Responding to media inquiries via e-mail, Ho Manli, who lives in San Francisco, California, said she and her brother, Manto (何曼德), were “extremely disappointed” by the decision of two Control Yuan members to uphold the supervisory body’s 1975 impeachment ruling.
In January 1972, when Ho was serving as the Republic of China (ROC) ambassador to Colombia, a second secretary working at the embassy sent a 52-page report to the Ministry of Foreign Affairs alleging that Ho Feng-shan had filed false receipts and embezzled public funds.
He was impeached in January 1975 and denied a pension. By that time, he had retired and was living in San Francisco.
His children have asked the Control Yuan to revisit the case, in the hope that it would revoke the impeachment.
Control Yuan members Li Bing-nan (李炳南) and Ma Shiow-ru (馬秀如) spent a year-and-a-half going through files and documents before deciding that the decision to impeach Ho was the correct one. Their finding was released in a report issued on Oct. 16.

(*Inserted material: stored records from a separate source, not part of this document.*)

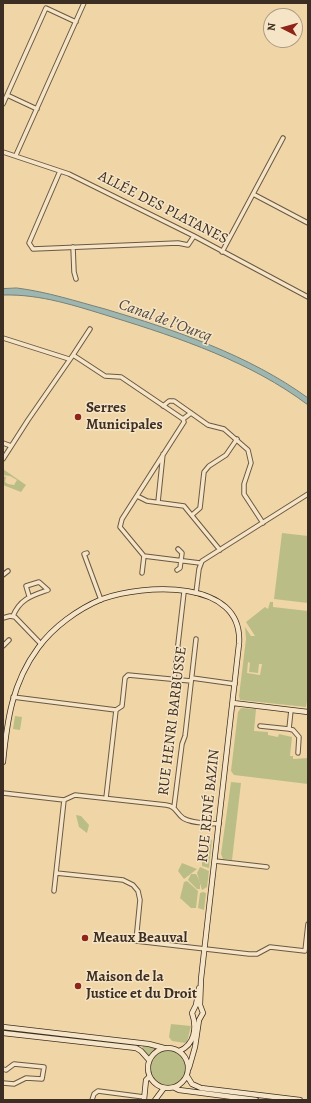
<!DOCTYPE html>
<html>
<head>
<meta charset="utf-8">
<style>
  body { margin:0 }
  #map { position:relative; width:311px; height:1103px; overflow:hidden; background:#f0d6a6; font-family:Alegreya,serif }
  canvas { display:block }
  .frame { position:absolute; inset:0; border:4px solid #3d2e23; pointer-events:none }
  .north { position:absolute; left:263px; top:8px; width:40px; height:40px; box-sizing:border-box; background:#f5e4c5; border:1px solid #ab9b84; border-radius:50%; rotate:276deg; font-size:11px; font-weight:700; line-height:16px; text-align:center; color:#3d2e23 }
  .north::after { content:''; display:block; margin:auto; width:14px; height:18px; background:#8f2418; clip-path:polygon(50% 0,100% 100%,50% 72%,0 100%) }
</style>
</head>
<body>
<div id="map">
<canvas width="311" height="1103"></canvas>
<div class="frame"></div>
<div class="north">N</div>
</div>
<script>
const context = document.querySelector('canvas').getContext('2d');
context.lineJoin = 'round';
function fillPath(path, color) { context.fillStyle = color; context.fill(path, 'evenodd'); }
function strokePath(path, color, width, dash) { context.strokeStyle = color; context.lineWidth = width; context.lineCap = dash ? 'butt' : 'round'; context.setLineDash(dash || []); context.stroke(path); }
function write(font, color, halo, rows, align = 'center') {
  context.font = font + ' Alegreya,serif'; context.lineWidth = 3; context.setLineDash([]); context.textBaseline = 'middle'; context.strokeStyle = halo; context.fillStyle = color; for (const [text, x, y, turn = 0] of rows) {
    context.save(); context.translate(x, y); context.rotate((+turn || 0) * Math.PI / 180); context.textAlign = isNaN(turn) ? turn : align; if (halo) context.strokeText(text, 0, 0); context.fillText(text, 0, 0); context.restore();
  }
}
fillPath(new Path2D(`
  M 3,469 L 26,485 L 21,492 L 3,485 L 3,476 L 6,477 L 5,482 L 8,484 L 14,485 L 17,480 L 10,476 L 3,475 Z
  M 282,533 L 308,536 L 308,603 L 274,599 Z
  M 270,602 L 273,602 L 273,607 L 308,611 L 308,694 L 306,707 L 240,700 L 239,696 L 246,639 L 245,627 L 251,636 L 255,636 L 246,622 L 265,607 L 268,609 ZM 248,662 L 250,663 L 249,672 L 258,673 L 259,664 L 262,664 L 260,675 L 247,673 Z
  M 241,708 L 256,709 L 254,731 L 268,732 L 268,735 L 278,737 L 279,734 L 292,737 L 290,756 L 293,756 L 293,759 L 308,758 L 308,784 L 234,775 L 231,771 L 238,712 Z
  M 15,716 L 22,717 L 20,730 L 13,729 Z
  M 231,782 L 241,783 L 232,860 L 223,859 L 221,854 Z
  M 76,815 L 81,816 L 89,825 L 87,833 L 79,827 Z
  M 210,839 L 212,840 L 209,868 L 202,866 L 202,859 L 198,856 L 206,855 L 206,848 L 209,849 Z
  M 182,863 L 197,869 L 184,879 L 178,871 Z
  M 200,867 L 209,871 L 207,887 L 202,890 L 197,873 Z
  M 191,874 L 196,874 L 200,882 L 200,889 L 197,889 L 188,880 Z
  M 187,881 L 198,891 L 196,908 L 191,908 L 180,898 L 184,882 Z
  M 203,892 L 206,893 L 204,910 L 198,908 L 200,893 Z
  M 171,1024 L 191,1026 L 187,1042 L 185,1043 L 172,1041 L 169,1037 Z
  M 143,1046 L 155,1047 L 156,1049 L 149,1056 L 142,1050 Z
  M150 1068a18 18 0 1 1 36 0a18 18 0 1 1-36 0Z`), '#bbbd86');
const water = new Path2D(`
  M 17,288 C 48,292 75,301 105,309 C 175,330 249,355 308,398 L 308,405 C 251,362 180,338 112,317 C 76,306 41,294 3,295 L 3,289 Z`);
fillPath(water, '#9db7b0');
strokePath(water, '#778078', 1);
const street = new Path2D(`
  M 7,95 L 37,109
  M 3,104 L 46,8 L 76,22
  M 3,152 L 69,174 L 194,236 L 308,297
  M 16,155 L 84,3
  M 60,171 L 29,243 L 33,249 L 178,243 L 188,245 L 194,236
  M 253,194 L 308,223
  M 73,247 L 74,272 L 76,279
  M 222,252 L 283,138
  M 3,338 L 69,359
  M 73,355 L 90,329
  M 163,406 L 169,401 L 174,401 L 208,425 L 224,429 L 248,450 L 251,463 L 244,484 L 244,494 L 263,523
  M 191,413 L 183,419 L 184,422 L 122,519 L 120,527 L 144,556 L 200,563
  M 3,443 L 11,446
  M 3,459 L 28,420 L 73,355 L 105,376 L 121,377 L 183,419
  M 137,496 L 147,501 L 184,506 L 220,550
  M 158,502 L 163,454
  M 192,515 L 200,508 L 204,472 L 209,466 L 226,455 L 237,439
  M 87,553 L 84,554 L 101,600
  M 177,570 L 180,568 L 182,553 L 178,549
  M 142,573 L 144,556
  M 3,575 L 8,571
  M 196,593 L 199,569 L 202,561 L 308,494
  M 13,616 C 20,599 31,596 48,590 L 39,582 L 26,586 L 29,596
  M 3,618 L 10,616 L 15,617 L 41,644
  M 3,646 L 9,640
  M 192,678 L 235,684
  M 174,679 L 184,592
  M 13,697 L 116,710 L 122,706 L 125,678 L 128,675 L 191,681
  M 291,710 L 289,729 L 293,730 L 299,737 L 298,753
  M 260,726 L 289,729
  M 3,793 L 64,800 L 75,795 L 166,805 C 176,806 176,813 183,818 C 192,824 209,823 219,824
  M 106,798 L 116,710
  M 174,807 L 182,744 L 185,736 L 196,639
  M 215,861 L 267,867
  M 56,873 L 123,880 L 133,885 L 138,891 L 140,900 L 136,941 L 249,954 L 257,954 L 270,947 L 305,951 L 308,924
  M 54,891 L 64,800
  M 3,1069 L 6,1070 L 14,1064 L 44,1067 L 42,1079 L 26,1078 L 14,1084 L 3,1083
  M 92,1100 L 94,1094 L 98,1091 L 144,1097`);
const secondary = new Path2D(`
  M 233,703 L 308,712
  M 3,762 C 7,721 12,683 38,648 C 53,627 78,609 102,599 C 143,584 244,578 239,644 L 201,979 L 200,1005 L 203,1013 L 199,1020 L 195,1047 L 189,1068
  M 3,1027 L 149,1044 L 164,1048
  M 3,1033 L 136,1048 L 141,1051 L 149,1060
  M148 1068a20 20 0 1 1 40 0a20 20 0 1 1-40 0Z
  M 179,1051 C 195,1045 197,1027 192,1013 L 196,1005 L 199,988
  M 187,1076 L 192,1084 L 201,1088 L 300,1100
  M 175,1088 L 179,1090 L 256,1100
  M 144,1100 L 146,1080 L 149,1077
  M 155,1100 L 164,1088`);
strokePath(street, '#6a5844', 5.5);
strokePath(secondary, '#3d2e23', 6);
strokePath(street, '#f5e4c5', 3.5);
strokePath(secondary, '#f5e4c5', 4.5);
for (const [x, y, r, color] of [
  [78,417,4,"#8f2418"],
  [85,938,4,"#8f2418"],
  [78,986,4,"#8f2418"]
]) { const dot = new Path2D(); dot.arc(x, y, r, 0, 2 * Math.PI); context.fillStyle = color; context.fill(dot); strokePath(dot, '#f5e4c5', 1.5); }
write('15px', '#3d2e23', '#f5e4c5', [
  ["ALLÉE DES PLATANES",163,208,27],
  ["RUE HENRI BARBUSSE",173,721,-83],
  ["RUE RENÉ BAZIN",209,806,-84]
]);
write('bold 15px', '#3d2e23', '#f5e4c5', [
  ["Serres",86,408],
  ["Municipales",86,425],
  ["Meaux Beauval",93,938],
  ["Maison de la",86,977],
  ["Justice et du Droit",86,994]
], 'left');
write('italic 16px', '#50493f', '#f5e4c5', [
  ["Canal de l'Ourcq",165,321,20]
]);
</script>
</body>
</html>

Li said they were convinced by a letter produced by the ministry saying that Ho’s handling of funds had been “flawed.”
Despite supporting the Control Yuan’s 1975 decision, Ma and Li faulted the process that led to Ho’s impeachment.
In her e-mail to the Central News Agency, Ho Manli said the two Control Yuan members never contacted her or her brother during their investigation.

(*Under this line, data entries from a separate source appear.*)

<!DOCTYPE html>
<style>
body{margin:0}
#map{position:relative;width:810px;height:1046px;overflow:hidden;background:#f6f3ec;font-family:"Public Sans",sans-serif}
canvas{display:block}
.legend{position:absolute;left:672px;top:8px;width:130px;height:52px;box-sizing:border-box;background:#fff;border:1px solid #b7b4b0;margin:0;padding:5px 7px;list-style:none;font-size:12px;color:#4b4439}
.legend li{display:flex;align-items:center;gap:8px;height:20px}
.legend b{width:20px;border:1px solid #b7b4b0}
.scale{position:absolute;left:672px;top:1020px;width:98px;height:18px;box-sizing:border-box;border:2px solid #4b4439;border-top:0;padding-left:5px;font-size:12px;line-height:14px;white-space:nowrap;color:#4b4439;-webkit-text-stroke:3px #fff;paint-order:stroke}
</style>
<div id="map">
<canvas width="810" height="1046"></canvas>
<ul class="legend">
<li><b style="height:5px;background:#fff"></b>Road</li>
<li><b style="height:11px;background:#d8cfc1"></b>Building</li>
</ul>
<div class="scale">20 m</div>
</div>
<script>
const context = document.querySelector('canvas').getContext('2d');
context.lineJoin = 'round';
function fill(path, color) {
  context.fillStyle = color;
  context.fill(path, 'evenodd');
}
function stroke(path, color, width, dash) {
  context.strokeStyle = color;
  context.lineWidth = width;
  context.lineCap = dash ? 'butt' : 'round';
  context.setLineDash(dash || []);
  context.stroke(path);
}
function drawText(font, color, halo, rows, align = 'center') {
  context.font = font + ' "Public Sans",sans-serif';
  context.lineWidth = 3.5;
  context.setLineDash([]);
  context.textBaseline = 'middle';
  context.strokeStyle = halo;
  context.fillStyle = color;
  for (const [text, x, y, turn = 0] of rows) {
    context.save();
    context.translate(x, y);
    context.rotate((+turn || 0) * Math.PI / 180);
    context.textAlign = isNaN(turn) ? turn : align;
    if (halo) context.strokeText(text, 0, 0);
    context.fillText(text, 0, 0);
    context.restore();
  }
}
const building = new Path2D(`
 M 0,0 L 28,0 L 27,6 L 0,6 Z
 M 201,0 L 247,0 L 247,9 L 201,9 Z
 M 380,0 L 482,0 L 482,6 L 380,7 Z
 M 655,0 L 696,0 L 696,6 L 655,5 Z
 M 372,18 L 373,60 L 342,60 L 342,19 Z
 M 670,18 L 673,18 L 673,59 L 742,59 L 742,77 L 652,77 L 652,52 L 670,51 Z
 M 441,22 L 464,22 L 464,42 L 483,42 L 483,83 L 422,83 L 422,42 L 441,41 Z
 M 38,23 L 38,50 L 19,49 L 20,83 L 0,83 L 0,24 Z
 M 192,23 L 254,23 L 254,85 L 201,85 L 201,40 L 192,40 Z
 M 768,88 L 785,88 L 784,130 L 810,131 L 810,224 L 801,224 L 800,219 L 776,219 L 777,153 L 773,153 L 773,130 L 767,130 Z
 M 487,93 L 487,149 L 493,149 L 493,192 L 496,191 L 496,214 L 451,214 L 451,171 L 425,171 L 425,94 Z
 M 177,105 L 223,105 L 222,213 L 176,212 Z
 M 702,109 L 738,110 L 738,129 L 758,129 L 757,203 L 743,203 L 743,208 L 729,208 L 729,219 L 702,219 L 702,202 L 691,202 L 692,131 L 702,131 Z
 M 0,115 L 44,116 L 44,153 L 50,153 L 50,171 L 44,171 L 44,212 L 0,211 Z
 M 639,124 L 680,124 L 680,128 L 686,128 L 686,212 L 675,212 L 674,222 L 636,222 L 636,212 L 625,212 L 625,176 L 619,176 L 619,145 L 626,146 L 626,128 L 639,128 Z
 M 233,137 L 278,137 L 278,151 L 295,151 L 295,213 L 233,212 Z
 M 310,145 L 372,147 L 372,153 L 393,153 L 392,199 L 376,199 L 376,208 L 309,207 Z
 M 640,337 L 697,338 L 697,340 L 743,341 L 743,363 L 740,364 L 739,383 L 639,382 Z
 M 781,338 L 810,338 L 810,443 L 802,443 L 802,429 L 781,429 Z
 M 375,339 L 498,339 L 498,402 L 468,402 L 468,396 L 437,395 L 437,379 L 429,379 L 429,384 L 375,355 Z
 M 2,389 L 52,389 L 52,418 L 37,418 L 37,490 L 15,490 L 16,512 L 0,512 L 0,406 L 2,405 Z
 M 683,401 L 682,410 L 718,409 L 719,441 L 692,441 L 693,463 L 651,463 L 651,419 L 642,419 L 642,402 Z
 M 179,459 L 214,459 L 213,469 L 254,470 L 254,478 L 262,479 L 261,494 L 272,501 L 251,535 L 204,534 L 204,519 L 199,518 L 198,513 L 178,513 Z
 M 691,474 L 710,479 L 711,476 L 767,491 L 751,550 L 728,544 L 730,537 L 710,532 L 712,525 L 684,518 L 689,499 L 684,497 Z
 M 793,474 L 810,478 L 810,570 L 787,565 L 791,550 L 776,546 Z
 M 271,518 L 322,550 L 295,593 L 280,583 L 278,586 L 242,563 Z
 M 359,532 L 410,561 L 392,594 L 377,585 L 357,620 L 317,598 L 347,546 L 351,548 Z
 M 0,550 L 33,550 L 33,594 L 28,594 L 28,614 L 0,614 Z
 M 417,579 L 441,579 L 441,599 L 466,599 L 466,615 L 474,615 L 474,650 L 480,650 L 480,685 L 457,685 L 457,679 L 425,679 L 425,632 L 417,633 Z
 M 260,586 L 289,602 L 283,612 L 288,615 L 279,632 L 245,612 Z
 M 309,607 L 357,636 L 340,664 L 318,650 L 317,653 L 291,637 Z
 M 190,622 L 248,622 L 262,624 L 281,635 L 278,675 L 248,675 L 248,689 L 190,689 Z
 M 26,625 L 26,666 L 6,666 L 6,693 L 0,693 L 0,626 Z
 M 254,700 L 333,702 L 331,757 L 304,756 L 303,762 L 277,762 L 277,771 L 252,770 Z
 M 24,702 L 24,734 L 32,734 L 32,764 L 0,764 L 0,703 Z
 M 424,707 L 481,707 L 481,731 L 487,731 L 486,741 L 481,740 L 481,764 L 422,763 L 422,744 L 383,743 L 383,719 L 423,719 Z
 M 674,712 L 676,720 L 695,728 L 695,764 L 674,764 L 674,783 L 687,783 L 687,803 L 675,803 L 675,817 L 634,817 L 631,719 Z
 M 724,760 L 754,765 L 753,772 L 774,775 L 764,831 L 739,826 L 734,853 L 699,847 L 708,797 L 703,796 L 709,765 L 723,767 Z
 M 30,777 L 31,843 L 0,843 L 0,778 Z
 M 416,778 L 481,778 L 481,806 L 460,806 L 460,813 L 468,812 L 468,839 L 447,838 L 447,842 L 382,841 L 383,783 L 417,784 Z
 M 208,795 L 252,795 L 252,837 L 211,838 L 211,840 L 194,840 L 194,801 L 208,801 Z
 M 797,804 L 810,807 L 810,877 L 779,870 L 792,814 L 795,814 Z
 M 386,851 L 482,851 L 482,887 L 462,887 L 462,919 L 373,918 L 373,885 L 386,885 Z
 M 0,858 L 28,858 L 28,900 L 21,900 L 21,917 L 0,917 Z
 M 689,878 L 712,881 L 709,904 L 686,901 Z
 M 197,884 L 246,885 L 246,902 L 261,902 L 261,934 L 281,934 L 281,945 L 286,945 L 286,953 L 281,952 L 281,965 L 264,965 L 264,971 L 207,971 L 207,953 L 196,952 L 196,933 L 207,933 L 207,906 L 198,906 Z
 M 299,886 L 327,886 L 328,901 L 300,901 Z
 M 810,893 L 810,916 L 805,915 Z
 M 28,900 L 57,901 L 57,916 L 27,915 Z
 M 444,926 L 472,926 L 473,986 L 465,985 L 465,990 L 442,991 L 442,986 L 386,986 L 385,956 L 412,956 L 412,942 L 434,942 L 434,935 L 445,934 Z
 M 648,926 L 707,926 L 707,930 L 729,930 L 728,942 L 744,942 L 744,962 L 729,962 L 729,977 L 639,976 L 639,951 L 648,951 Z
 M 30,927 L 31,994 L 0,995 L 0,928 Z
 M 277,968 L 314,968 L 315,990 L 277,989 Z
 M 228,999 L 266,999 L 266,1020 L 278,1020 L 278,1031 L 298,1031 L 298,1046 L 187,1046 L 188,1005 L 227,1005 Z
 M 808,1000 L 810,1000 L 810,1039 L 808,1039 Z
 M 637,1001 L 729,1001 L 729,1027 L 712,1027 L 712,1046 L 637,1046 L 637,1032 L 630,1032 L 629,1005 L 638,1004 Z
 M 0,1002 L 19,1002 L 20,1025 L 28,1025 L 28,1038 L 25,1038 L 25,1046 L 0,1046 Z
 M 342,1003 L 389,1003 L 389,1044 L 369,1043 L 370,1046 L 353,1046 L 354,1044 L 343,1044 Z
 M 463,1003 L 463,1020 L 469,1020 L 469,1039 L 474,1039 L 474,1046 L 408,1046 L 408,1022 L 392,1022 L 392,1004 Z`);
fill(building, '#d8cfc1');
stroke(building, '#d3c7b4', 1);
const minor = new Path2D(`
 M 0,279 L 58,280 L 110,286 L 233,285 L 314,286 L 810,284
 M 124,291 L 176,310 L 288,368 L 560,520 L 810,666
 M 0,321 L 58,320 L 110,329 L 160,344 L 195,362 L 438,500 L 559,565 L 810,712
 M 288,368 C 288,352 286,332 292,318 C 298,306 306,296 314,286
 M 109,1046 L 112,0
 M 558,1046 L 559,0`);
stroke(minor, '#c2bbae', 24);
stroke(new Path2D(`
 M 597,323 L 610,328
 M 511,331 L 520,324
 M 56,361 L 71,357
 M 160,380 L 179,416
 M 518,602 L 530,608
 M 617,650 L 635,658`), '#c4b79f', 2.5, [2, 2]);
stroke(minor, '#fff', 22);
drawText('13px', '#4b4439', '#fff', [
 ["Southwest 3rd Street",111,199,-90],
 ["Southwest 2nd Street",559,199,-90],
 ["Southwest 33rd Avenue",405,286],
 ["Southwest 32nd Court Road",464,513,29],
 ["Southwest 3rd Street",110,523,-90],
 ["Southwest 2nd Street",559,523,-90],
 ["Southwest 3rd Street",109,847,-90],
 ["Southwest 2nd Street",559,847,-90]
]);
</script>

“For them to just assume that Ting had no reason to lie, without once checking with us for other possible explanations, smacks of the same lack of due process that was inflicted on our father,” she wrote.
“Ting Wei-tsu (丁慰慈) and my father’s accuser, Sun Di-ching (孫滌清), both served under my father in Colombia and were coconspirators in trying to bring down my father,” she said.
“My father was a strict and upstanding boss, intolerant of corruption and laziness,” she added. “Both these men harbored bitterness toward my father because he tried to get them transferred.”
Neither Ting nor Sun could be reached for comment.
Ho Feng-shan, who died in San Francisco in 1997 at the age of 96, became known as “China’s Schindler,” a reference to Oskar Schindler, who saved the lives of 1,200 Jews during the Holocaust.
Ho Feng-shan took a personal risk to help save hundreds — perhaps thousands — of Jews facing Nazi persecution.
When serving ROC consul-general in Vienna in the late 1930s — when the ROC still included the Chinese mainland — Ho Feng-shan issued visas for Austrian Jews to make their way to safety in Shanghai, despite an order given by the ROC ambassador in Berlin.
Austria was annexed by Germany on March 12, 1938. Ho Feng-shan signed his 1,906th visa on Oct. 27, 1938 and continued to issue visas to Jews until he was ordered to return to the ROC in May 1940.